If there were a prize given for the best economics lecture at the University of Chicago in a year, I know who would have won it last year. I brought in a very high-priced call girl to guest lecture at my undergraduate Economics of Crime class. The next day, I asked my students whether they liked the lecture. More than one-third of them said it was the single best lecture they had attended in their four years of college. I had to agree with them.
The Association of Private Enterprise Education and the Market-Based Management Institute are doing their part to try to improve the level of economics teaching. They’ve put up $17,500 in prize money to be split between the three contestants who prove themselves most effective at communicating economic concepts.
I’m going to encourage my call girl friend to enter, so probably the rest of you are competing for second place; but that is still worth $5,000.

Can we ask how much you paid your guest lecturer?
Pics or it didn’t happen.
How about instead of just a one-off cash prize, teaching potential economists better teaching skills.
And how much does she charge for giving an economics lecture?
More than 1/3rd….
did the other 2/3rds sleep through all but the first 5 minutes of the lecture?
I think this could be said about many professional fields. I’ve discussed this with many friends of mine (all professionals of one sort or another) and have always held that as you progress through high school, college, and then graduate or professional school, the quality of teaching tends to decline. It is sad, but, too often true.

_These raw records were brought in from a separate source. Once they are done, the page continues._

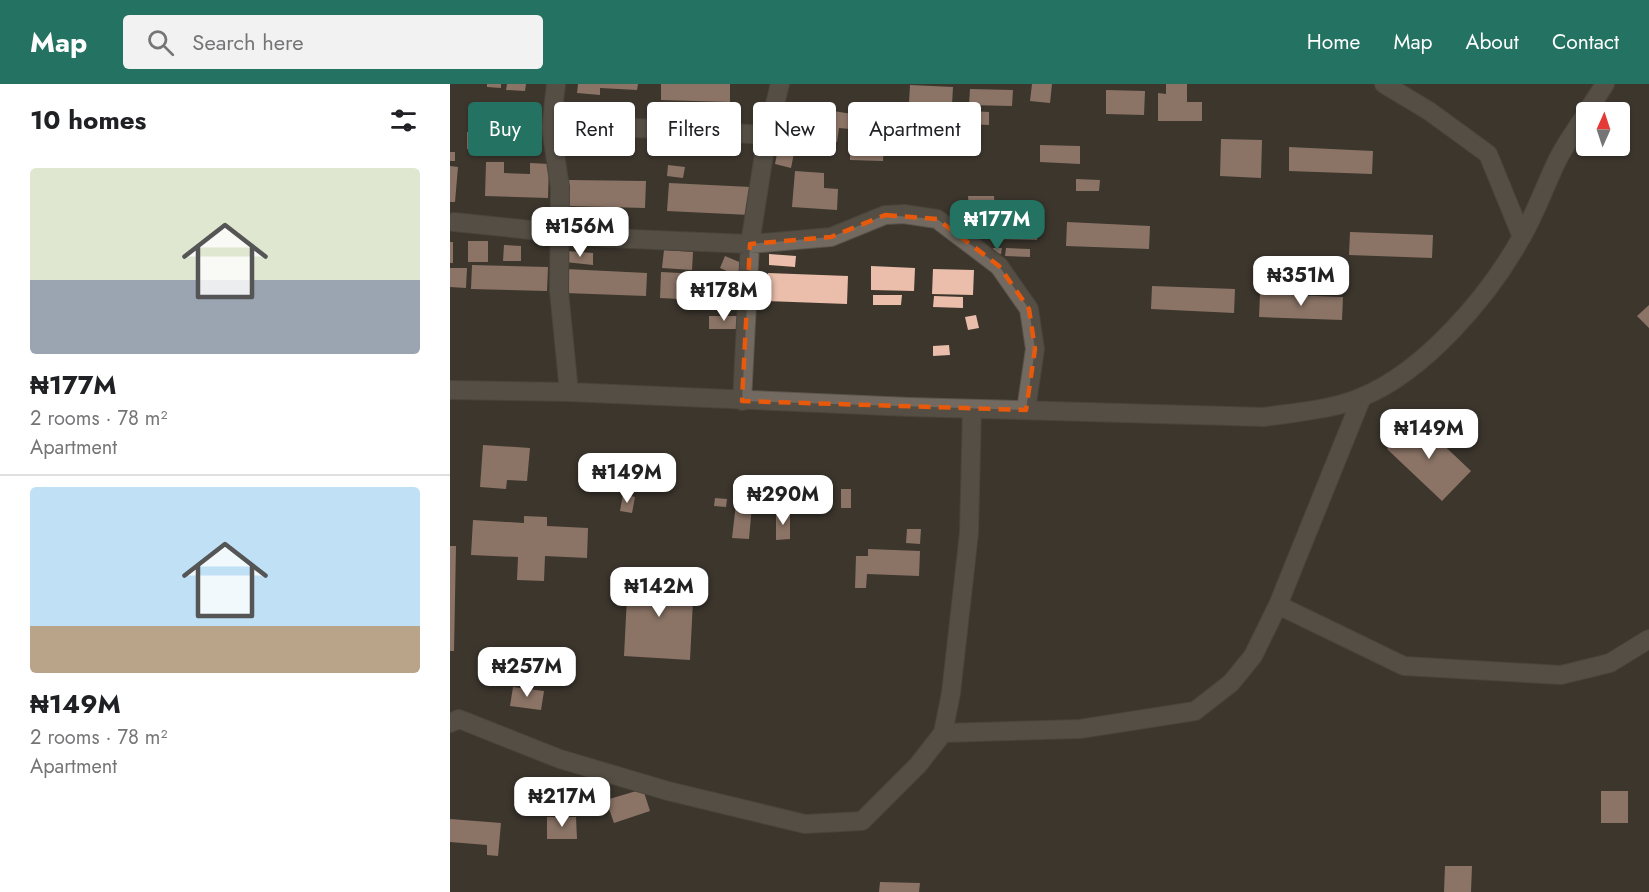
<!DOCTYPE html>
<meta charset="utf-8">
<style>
body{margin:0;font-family:Jost,sans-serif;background:#f2f2f2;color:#202124;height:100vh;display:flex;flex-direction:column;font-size:22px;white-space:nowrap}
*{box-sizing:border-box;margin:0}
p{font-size:20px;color:#757577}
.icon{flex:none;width:33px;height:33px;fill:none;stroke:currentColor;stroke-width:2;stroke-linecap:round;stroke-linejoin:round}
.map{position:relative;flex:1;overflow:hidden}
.sheet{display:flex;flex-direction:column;background:#fff;width:450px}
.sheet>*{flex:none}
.guide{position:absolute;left:18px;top:18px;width:570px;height:54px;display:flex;gap:12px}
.needle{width:39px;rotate:3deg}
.tools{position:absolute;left:1126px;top:18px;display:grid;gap:12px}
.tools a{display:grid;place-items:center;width:54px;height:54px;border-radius:6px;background:#fff;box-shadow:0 2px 4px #0004;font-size:30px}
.price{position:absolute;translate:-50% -51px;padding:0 14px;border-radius:12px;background:#fff;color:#222;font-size:20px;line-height:39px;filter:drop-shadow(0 2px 3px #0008)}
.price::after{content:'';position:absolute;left:50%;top:36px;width:18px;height:14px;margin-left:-9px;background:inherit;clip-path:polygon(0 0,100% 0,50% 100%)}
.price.current{background:#237262;color:#fff}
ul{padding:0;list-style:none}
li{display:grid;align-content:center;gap:12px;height:318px;padding:0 30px}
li+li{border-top:2px solid #e0e0e0}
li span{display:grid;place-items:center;height:186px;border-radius:6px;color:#555}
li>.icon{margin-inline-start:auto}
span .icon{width:108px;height:108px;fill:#fffc;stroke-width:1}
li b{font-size:26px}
h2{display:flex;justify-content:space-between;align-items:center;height:72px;padding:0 30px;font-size:26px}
.pill{padding:0 21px;border-radius:6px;background:#fff;box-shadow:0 2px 4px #0004;font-size:21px;line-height:54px}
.pill.current{background:#237262;color:#fff}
header{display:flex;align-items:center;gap:36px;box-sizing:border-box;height:84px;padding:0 30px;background:#237262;color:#fff}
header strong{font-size:28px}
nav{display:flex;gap:33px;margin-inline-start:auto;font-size:21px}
.search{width:420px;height:54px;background:#f2f2f2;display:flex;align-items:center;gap:15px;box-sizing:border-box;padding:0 21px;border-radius:6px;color:#757577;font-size:22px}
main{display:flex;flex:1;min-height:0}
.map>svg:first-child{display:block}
.building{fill:#eabeab}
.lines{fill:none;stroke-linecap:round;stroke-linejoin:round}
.minor-casing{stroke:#5a544d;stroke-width:20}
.minor{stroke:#726a60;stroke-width:18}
.marked{fill:none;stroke:#e8590c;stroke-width:4.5;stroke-dasharray:12 8;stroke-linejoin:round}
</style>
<header>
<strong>Map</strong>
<div class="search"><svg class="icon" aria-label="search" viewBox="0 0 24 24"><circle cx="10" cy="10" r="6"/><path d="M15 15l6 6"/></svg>Search here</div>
<nav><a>Home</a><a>Map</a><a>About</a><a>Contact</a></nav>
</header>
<main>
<section class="sheet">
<h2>10 homes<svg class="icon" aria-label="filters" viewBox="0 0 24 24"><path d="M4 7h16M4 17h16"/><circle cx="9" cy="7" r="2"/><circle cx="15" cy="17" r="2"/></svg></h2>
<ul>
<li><span style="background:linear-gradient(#dfe7d0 60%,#9aa5b1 0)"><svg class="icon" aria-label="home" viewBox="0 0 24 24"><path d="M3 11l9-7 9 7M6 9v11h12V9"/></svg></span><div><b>₦177M</b><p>2 rooms · 78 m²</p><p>Apartment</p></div></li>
<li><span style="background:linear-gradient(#bfe0f5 75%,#b9a48a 0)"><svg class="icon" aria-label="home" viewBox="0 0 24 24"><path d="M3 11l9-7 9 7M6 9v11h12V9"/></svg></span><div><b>₦149M</b><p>2 rooms · 78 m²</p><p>Apartment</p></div></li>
</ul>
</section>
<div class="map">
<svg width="1199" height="808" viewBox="0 0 1199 808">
<rect width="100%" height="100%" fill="#3c362d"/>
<!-- building -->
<path class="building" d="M37,0H51V4L37,3Z
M57,0H76L75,7L56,6Z
M128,0H188L187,6L150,4V11L127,9Z
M211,0H280V18L211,16Z
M582,0H602L600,19L580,17Z
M716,0H737V18H752V37H708V9L716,10Z
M460,1L503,3L502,21L459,19Z
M520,5L563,6L562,22L519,21Z
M656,6L695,7L694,31L656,30Z
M129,19L145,20L144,31L128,30Z
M407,21L435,22V40L406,39Z
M377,26L402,30L400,45L389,44L387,58L373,56Z
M519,27L539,28V41L518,40Z
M46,34H61V43H46Z
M404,43L436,45L435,56L404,54Z
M17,48L55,49V66L17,65Z
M330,55L346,59L341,84L325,80Z
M353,55H368L367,65H352Z
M771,55L812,56L811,94L770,92Z
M400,59L434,60L433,77L400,76Z
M590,61L630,62V80L590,78Z
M839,63L923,67L922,90L839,87Z
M0,68H5V77H0Z
M36,78H54V89L80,90V79L99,80L98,114L35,112Z
M218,81L235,83L233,94L217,92Z
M0,82L8,83L5,118H0Z
M345,87L374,89V104L388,105L387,126L342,123Z
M626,95L650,96L649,107H626Z
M119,96L196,97L195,124L118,122Z
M219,99L301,103L300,131L217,127Z
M518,112H544L545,127H519Z
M545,133L587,135V156L544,155Z
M617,138L700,142L699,165L616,162Z
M900,148L983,151L982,174L899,171Z
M18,157H38V178H18Z
M0,158H3V179H0Z
M54,161L71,162V177H53Z
M543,164H552L551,170L542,169Z
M556,164L580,165V173L555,172Z
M214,166L243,168L242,186L212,184Z
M117,167L143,169V181L115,178Z
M319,170L346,172L345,183L319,181Z
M275,172L294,180L288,192L270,184Z
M22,181L98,183L97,207L21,205Z
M421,182L465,184L464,207L421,206Z
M0,184H17L16,204L0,203Z
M116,185L197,189L196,212L115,209Z
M483,185L524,186L523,211L482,210Z
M211,188L288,192L287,218L210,214Z
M318,189L398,192L397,220L316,217Z
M702,202L785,205L784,229L701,225Z
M810,210L893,213L892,236L809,233Z
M423,211H452L451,221H423Z
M484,212L513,213V224L483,223Z
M1199,221V244L1187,232Z
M526,231L529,244L518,246L515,233Z
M259,232H288V245H259Z
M499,261L500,271L483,272V262Z
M966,335L1021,387L992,417L937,365Z
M33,361L80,364L77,397L57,396L56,405L30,403Z
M391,405H401V424H391Z
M173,410L185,413L182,429L170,427Z
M265,414L277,415L276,423L264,422Z
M286,420L302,421L299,455L282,454Z
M326,428L340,429V455L326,456Z
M74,432L97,433V442L138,444L137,474L95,472L94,497L67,496L68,473L21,471L23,436L74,439Z
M457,445H471L470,460L456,459Z
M0,462H6L4,567H0Z
M418,465L470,467L469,492L417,490L416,504H405L406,472H418Z
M178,493L244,497L240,576L174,572Z
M63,603L94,607L91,626L60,622Z
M193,705L200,727L164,739L156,716Z
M1151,707H1178V739H1151Z
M97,733H126L127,755H97Z
M0,735L51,739L48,772L37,771V761L0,758Z
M995,782H1022L1021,808H994Z
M430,798L470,799L469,808H429Z"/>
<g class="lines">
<defs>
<path id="minor" d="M106,0L101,44L110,103L109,207L119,308
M934,0L979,27L1038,70L1072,153
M1137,28L1155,0
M101,44L167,43L317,51
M4,138L158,154L300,160L381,153L435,131L454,130L487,135L549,182L579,225L585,265L576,326
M0,306L119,308L459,323L814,333C847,328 882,326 912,313C975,287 1039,212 1071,154C1086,129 1095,101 1108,75C1116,59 1127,44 1137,29
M292,317L300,160L317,51L330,0
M828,521L954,582L1111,591L1160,579L1199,555
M0,639L9,635L110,675L218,707L355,740L412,737L468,681L493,649L501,609L519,449L522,325
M493,649L630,645L745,627L781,599L803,572L828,521L912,313"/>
</defs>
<!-- minor casing -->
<use href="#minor" class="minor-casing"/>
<!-- minor -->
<use href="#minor" class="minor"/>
</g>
<!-- marked area -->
<path d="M0 0H1199V808H0ZM435,131L487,135L549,182L579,225L585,265L576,326L292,317L300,160L381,153Z" fill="#3c362d" fill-opacity=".55" fill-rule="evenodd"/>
<path class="marked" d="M435,131L487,135L549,182L579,225L585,265L576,326L292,317L300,160L381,153Z"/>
</svg>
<div class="tools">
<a><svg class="needle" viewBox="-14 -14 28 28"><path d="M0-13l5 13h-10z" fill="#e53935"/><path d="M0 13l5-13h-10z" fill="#757577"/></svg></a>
</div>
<b class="price current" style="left:547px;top:167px">₦177M</b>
<b class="price" style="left:130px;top:174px">₦156M</b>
<b class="price" style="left:851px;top:223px">₦351M</b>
<b class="price" style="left:274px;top:238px">₦178M</b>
<b class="price" style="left:979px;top:376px">₦149M</b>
<b class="price" style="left:177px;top:420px">₦149M</b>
<b class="price" style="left:333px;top:442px">₦290M</b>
<b class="price" style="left:209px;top:534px">₦142M</b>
<b class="price" style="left:77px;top:614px">₦257M</b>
<b class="price" style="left:112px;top:744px">₦217M</b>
<div class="guide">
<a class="pill current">Buy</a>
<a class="pill">Rent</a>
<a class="pill">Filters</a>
<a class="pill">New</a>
<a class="pill">Apartment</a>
</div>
</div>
</main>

High school teachers chose to be teachers and spend time learning how to perfect that art. University professors sometimes enjoy teaching, but often are more concerned with their own research. Once in graduate/professional school, it can become even worse as those teaching the classes have such a variety of other responsibilities that teaching takes a back seat.
You hired a high priced call girl to teach an undergrad econ class? Man I wish my econ professors would do something like that, all they do is make us guess where they’re vacationing on the weekends
A little note on the economics behind teaching would enlighten many readers of this great blog.
The thought that struck when I read this post was that the assertions are not limited to economics. It is a common problem. If you want to get better instuction, you have to give the instructors a reason to do a good job teaching. I went to a liberal arts school (Oberlin) for undergrad and to Case Western Reserve and Ohio State for graduate school. There was a definite difference in the overall quality of instruction. While I had some really good classes at all three places, the quality of instruction at Oberlin was consistently higher. This is probably because at a school like Oberlin, you have to be at least decent at teaching to get tenure. This is not true everywhere.
It really isn’t that hard, you just need to have meaningful teacher evaluations. My freshman year in college I had a really bad calculus instructor. His teaching evaluations were bad enough that they moved him out of the classroom after that one year. I had a couple of math professors when I was at Ohio State who I don’t think were any better, but they continued to teach.